| TASK OBJECTIVE |
Identify every line in the records below that contains the word "from", and reproduce each one.

Saved entries

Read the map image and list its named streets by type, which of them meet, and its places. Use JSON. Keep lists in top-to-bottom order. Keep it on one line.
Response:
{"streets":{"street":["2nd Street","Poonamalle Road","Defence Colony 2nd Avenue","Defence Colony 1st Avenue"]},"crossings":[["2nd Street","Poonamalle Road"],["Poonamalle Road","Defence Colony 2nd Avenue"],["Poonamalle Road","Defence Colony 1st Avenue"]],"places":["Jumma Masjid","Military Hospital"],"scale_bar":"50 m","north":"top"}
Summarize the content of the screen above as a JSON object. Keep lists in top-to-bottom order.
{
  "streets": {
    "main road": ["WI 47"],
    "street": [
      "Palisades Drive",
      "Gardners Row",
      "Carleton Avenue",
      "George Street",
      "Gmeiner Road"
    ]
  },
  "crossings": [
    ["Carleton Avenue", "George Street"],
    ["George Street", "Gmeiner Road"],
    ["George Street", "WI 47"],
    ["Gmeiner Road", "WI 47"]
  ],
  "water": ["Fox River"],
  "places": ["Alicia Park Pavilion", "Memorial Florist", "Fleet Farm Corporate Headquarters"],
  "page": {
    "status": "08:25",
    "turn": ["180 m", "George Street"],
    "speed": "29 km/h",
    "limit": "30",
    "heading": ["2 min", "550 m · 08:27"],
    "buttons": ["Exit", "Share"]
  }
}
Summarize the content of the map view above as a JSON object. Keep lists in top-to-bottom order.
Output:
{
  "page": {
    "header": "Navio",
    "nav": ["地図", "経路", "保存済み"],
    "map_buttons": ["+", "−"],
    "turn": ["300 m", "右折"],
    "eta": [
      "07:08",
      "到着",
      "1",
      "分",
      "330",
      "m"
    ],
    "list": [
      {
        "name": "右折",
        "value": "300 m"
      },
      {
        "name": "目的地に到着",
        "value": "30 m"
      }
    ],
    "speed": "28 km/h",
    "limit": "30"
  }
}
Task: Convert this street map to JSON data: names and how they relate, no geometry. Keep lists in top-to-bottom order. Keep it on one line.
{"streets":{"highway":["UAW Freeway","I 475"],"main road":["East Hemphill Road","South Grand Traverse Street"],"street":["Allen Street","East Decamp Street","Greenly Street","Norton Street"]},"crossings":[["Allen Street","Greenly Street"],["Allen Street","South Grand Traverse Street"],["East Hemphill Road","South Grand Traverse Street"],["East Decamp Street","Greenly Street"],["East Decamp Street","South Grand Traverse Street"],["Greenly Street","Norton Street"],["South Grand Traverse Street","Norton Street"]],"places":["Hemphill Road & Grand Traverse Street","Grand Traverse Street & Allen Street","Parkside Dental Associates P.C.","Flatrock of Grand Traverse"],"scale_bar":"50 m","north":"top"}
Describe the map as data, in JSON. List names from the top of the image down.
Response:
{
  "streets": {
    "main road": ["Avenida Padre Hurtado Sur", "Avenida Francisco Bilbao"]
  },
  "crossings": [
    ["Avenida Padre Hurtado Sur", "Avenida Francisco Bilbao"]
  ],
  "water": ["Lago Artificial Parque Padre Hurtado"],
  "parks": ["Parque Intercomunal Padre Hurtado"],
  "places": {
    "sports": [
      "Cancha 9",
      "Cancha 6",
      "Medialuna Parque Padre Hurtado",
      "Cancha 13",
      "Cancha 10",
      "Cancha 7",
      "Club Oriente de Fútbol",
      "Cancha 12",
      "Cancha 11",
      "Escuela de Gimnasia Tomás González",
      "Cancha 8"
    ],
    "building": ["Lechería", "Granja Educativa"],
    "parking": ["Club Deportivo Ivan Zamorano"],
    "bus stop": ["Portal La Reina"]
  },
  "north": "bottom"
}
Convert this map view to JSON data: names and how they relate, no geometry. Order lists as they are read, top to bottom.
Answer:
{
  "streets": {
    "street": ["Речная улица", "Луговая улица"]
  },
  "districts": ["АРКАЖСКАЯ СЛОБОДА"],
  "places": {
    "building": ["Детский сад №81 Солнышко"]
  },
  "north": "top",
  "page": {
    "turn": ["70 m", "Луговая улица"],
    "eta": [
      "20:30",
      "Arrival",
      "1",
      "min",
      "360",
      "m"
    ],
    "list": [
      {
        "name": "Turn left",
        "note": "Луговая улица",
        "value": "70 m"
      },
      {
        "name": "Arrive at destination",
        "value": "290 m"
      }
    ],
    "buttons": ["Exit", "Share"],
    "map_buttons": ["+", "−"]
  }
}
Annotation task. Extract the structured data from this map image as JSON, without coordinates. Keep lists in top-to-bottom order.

| YOUR RESPONSE |
Describe the map as data, in JSON. List names from the top of the image down.
Annotation task. Extract the structured data from this map image as JSON, without coordinates. Keep lists in top-to-bottom order.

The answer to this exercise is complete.